[Records drawn from a dataset]
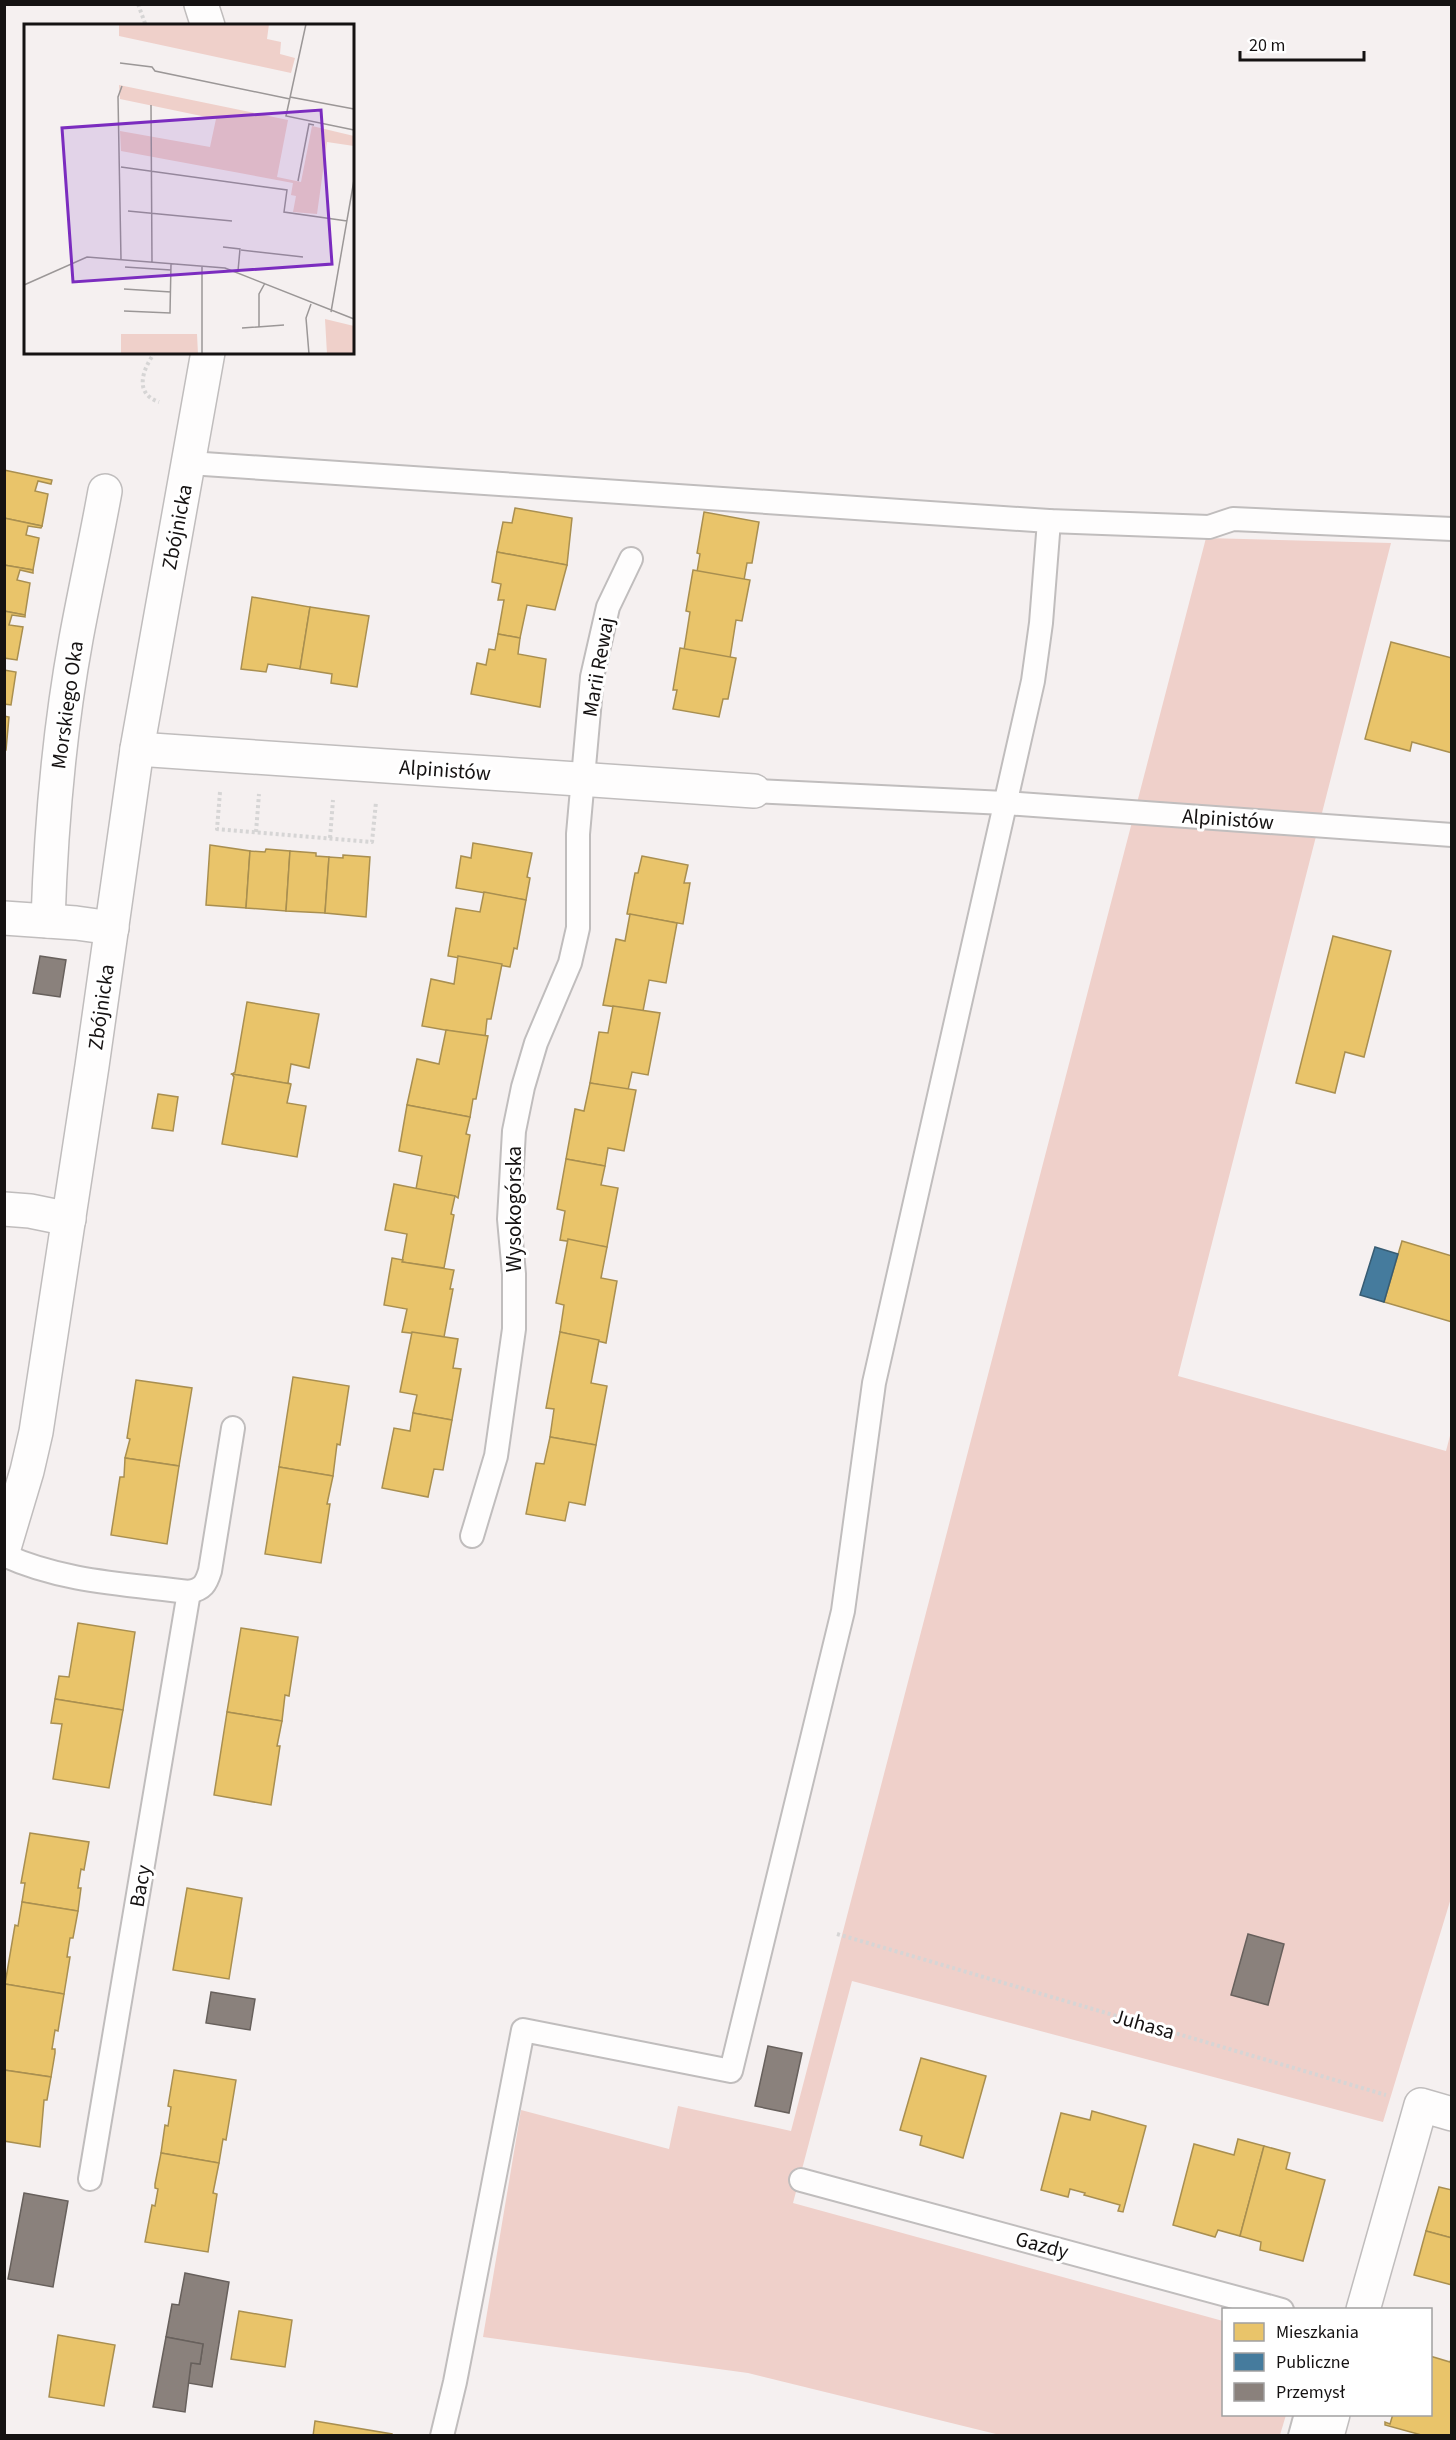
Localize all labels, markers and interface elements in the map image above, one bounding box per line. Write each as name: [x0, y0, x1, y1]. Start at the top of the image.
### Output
inset map: [24, 24, 354, 354]
scale bar: [1240, 24, 1364, 62]
text: 20 m: [1249, 33, 1285, 58]
street label: Zbójnicka: [154, 482, 200, 572]
street label: Marii Rewaj: [574, 615, 622, 719]
street label: Morskiego Oka: [43, 639, 91, 771]
street label: Alpinistów: [398, 752, 492, 788]
street label: Alpinistów: [1181, 801, 1275, 837]
street label: Zbójnicka: [80, 962, 122, 1052]
street label: Wysokogórska: [499, 1146, 529, 1272]
street label: Bacy: [122, 1862, 158, 1910]
street label: Juhasa: [1110, 2001, 1178, 2047]
street label: Gazdy: [1012, 2224, 1072, 2266]
legend: [1222, 2308, 1432, 2416]
text: Mieszkania: [1276, 2320, 1359, 2345]
text: Publiczne: [1276, 2350, 1350, 2375]
text: Przemysł: [1276, 2380, 1346, 2405]

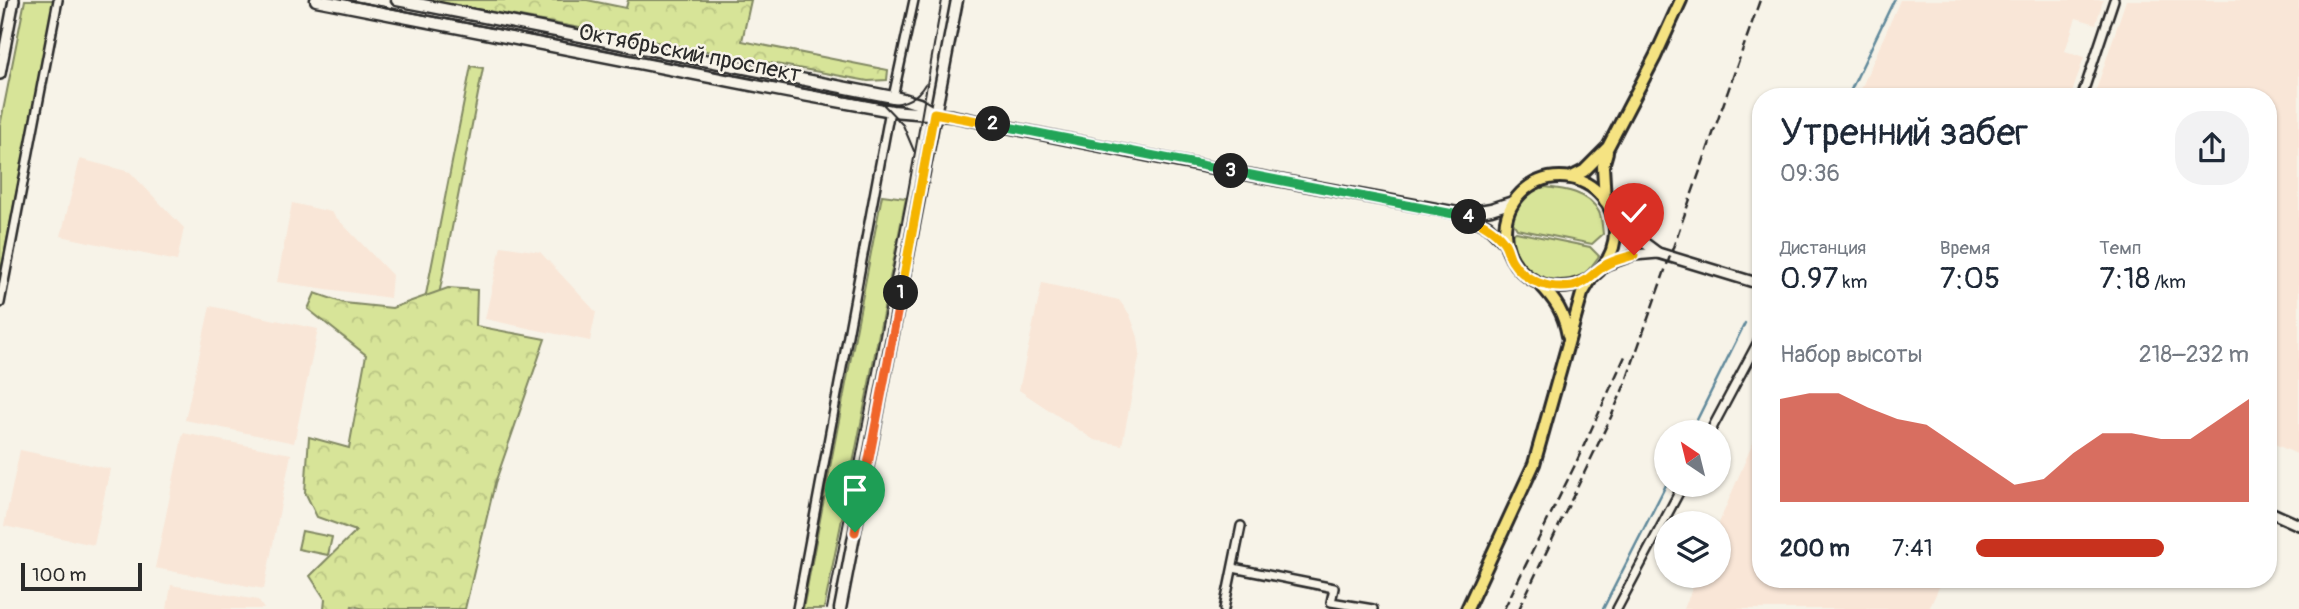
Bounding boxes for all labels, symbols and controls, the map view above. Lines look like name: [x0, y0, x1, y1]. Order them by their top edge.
street label: Октябрьский проспект: [576, 17, 804, 89]
pin: 2: [976, 106, 1010, 142]
text: Утренний забег: [1780, 109, 2028, 157]
text: 2: [987, 111, 998, 135]
button: share: [2175, 111, 2249, 185]
pin: 3: [1214, 154, 1248, 188]
text: 3: [1225, 158, 1236, 182]
text: 09:36: [1780, 159, 1840, 188]
pin: [1604, 183, 1664, 255]
icon: check: [1615, 194, 1653, 232]
pin: 4: [1452, 200, 1486, 234]
text: 4: [1463, 204, 1474, 228]
text: Дистанция: [1780, 236, 1866, 260]
text: Время: [1940, 236, 1990, 260]
text: Темп: [2099, 236, 2141, 260]
text: 0.97: [1780, 260, 1838, 297]
text: 7:05: [1940, 260, 2000, 297]
text: 7:18: [2099, 260, 2150, 297]
text: km: [1838, 270, 1867, 294]
text: /km: [2150, 270, 2186, 294]
pin: 1: [884, 276, 918, 310]
text: 1: [897, 280, 904, 304]
text: Набор высоты: [1780, 340, 1922, 369]
text: 218–232 m: [2139, 340, 2249, 369]
north arrow: [1654, 420, 1731, 497]
map controls: [1654, 420, 1731, 588]
pin: [825, 460, 885, 532]
icon: arrive: [836, 471, 874, 509]
button: layers: [1654, 511, 1731, 588]
text: 200 m: [1780, 534, 1850, 563]
text: 7:41: [1892, 534, 1933, 563]
scale bar: [21, 560, 142, 592]
text: 100 m: [32, 563, 86, 587]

■ **Prompt**
Spot every line in the entries that includes the word "Zbójnicka", and copy each one out.

■ **Problem solution**
street label: Zbójnicka: [154, 482, 200, 572]
street label: Zbójnicka: [80, 962, 122, 1052]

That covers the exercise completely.